From ba0cfe58dd1fc460cbbe5d61f2aa3650d05ec16b Mon Sep 17 00:00:00 2001
From: Trevor Gross <tmgross@umich.edu>
Date: Tue, 21 Jan 2025 07:44:13 +0000
Subject: [PATCH 1/4] Run icount benchmarks once with softfloat and once with
 hardfloat

These benchmarks are fast to run, so the time cost here is pretty
minimal. Running softfloat benchmarks just ensures that we don't e.g.
test the performance of `_mm_sqrt_ss` rather than our implementation,
and running without softfloat gives us a way to see the effect of arch
intrinsics.
---
 .../libm/.github/workflows/main.yaml          | 24 +--------
 .../compiler-builtins/libm/ci/bench-icount.sh | 53 +++++++++++++++++++
 2 files changed, 54 insertions(+), 23 deletions(-)
 create mode 100755 library/compiler-builtins/libm/ci/bench-icount.sh

diff --git a/library/compiler-builtins/libm/.github/workflows/main.yaml b/library/compiler-builtins/libm/.github/workflows/main.yaml
index 8c0ff237d2fe..f9d3a5a159cb 100644
--- a/library/compiler-builtins/libm/.github/workflows/main.yaml
+++ b/library/compiler-builtins/libm/.github/workflows/main.yaml
@@ -170,29 +170,7 @@ jobs:
     - name: Run icount benchmarks
       env:
         GITHUB_TOKEN: ${{ secrets.GITHUB_TOKEN }}
-      run: |
-        set -eux
-        iai_home="iai-home"
-        # Download the baseline from master
-        ./ci/ci-util.py locate-baseline --download --extract
-
-        # Run iai-callgrind benchmarks
-        cargo bench --no-default-features \
-          --features unstable,unstable-float,icount \
-          --bench icount \
-          -- \
-          --save-baseline=default \
-          --home "$(pwd)/$iai_home" \
-          --regression='ir=5.0' \
-          --save-summary
-        # NB: iai-callgrind should exit on error but does not, so we inspect the sumary
-        # for errors.
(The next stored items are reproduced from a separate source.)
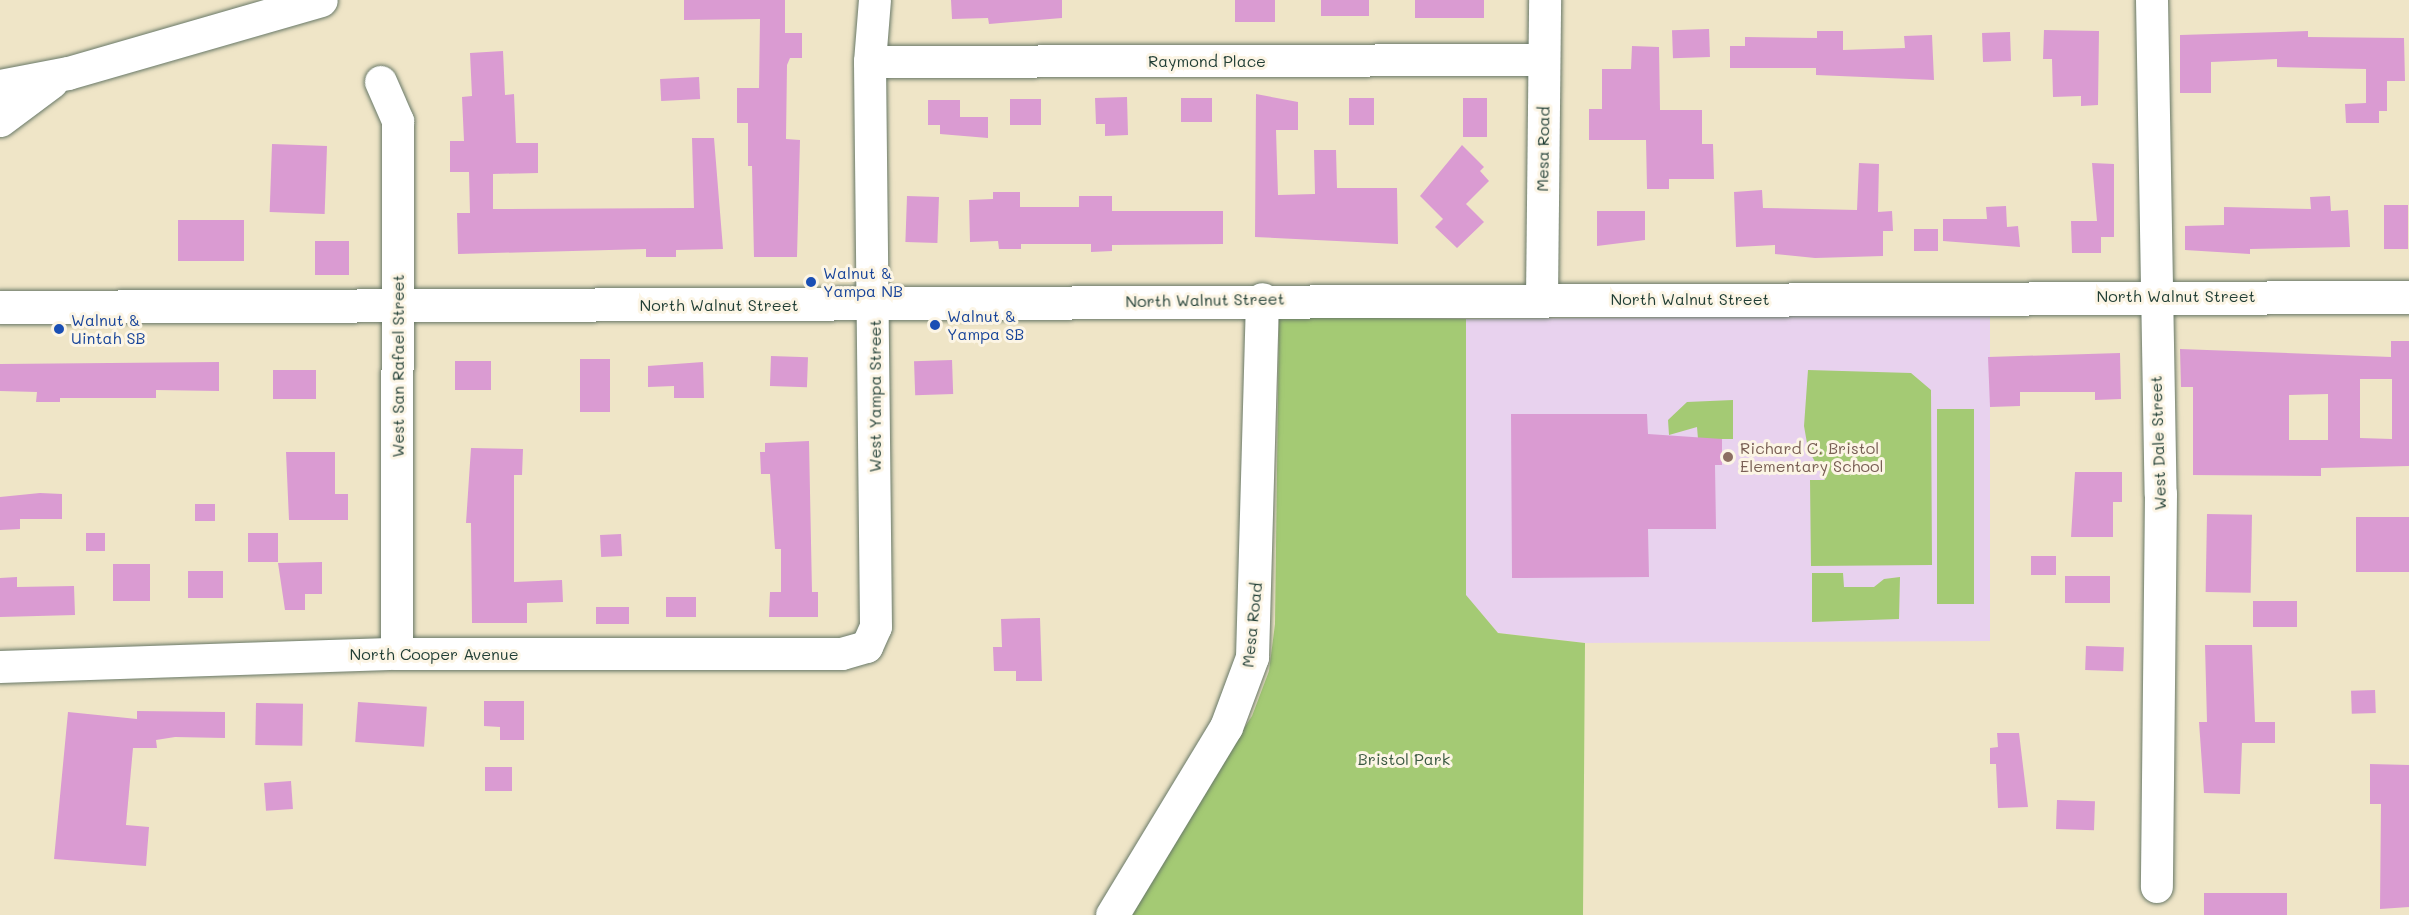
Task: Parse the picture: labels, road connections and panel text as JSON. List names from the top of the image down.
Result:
{
  "streets": {
    "main road": ["Mesa Road", "North Walnut Street"],
    "street": [
      "Raymond Place",
      "West San Rafael Street",
      "West Yampa Street",
      "West Dale Street",
      "North Cooper Avenue"
    ]
  },
  "crossings": [
    ["Raymond Place", "Mesa Road"],
    ["Raymond Place", "West Yampa Street"],
    ["Mesa Road", "North Walnut Street"],
    ["North Walnut Street", "West San Rafael Street"],
    ["North Walnut Street", "West Yampa Street"],
    ["North Walnut Street", "West Dale Street"],
    ["West San Rafael Street", "North Cooper Avenue"],
    ["West Yampa Street", "North Cooper Avenue"]
  ],
  "parks": ["Bristol Park"],
  "places": [
    "Walnut & Yampa NB",
    "Walnut & Yampa SB",
    "Walnut & Uintah SB",
    "Richard C. Bristol Elementary School"
  ]
}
See  https://github.com/iai-callgrind/iai-callgrind/issues/337
-        ./ci/ci-util.py check-regressions "$iai_home"
-
-        # Name and tar the new baseline
-        name="baseline-icount-$(date -u +'%Y%m%d%H%M')-${GITHUB_SHA:0:12}"
-        echo "BASELINE_NAME=$name" >> "$GITHUB_ENV"
-        tar cJf "$name.tar.xz" "$iai_home"
+      run: ./ci/bench-icount.sh
 
     - name: Upload the benchmark baseline
       uses: actions/upload-artifact@v4
diff --git a/library/compiler-builtins/libm/ci/bench-icount.sh b/library/compiler-builtins/libm/ci/bench-icount.sh
new file mode 100755
index 000000000000..40b3ac95c7bd
--- /dev/null
+++ b/library/compiler-builtins/libm/ci/bench-icount.sh
@@ -0,0 +1,53 @@
+#!/bin/bash
+
+set -eux
+
+iai_home="iai-home"
+
+# Download the baseline from master
+./ci/ci-util.py locate-baseline --download --extract
+
+# Run benchmarks once 
+function run_icount_benchmarks() {
+    cargo_args=(
+        "--bench" "icount"
+        "--no-default-features"
+        "--features" "unstable,unstable-float,icount"
+    )
+
+    iai_args=(
+        "--home" "$(pwd)/$iai_home"
+        "--regression=ir=5.0"
+        "--save-summary"
+    )
+
+    # Parse `cargo_arg0 cargo_arg1 -- iai_arg0 iai_arg1` syntax
+    parsing_iai_args=0
+    while [ "$#" -gt 0 ]; do
+        if [ "$parsing_iai_args" == "1" ]; then
+            iai_args+=("$1")
+        elif [ "$1" == "--" ]; then
+            parsing_iai_args=1
+        else
+            cargo_args+=("$1")
+        fi
+
+        shift
+    done
+
+    # Run iai-callgrind benchmarks
+    cargo bench "${cargo_args[@]}" -- "${iai_args[@]}"
+
+    # NB: iai-callgrind should exit on error but does not, so we inspect the sumary
+    # for errors. See  https://github.com/iai-callgrind/iai-callgrind/issues/337
+    ./ci/ci-util.py check-regressions --home "$iai_home" || true
+}
+
+# Run once with softfloats, once with arch instructions enabled
+run_icount_benchmarks --features force-soft-floats -- --save-baseline=softfloat
+run_icount_benchmarks -- --save-baseline=hardfloat
+
+# Name and tar the new baseline
+name="baseline-icount-$(date -u +'%Y%m%d%H%M')-${GITHUB_SHA:0:12}"
+echo "BASELINE_NAME=$name" >>"$GITHUB_ENV"
+tar cJf "$name.tar.xz" "$iai_home"

From c5dc1b8ca027d04245c2b68427f7f42e11c36e33 Mon Sep 17 00:00:00 2001
From: Trevor Gross <tmgross@umich.edu>
Date: Tue, 21 Jan 2025 07:45:44 +0000
Subject: [PATCH 2/4] Run wall time benchmarks with `--features
 force-soft-floats`

Similar to changes for `icount` benchmarks, this ensures we aren't
testing the throughput of architecture instructions.
---
 library/compiler-builtins/libm/.github/workflows/main.yaml | 2 +-
 1 file changed, 1 insertion(+), 1 deletion(-)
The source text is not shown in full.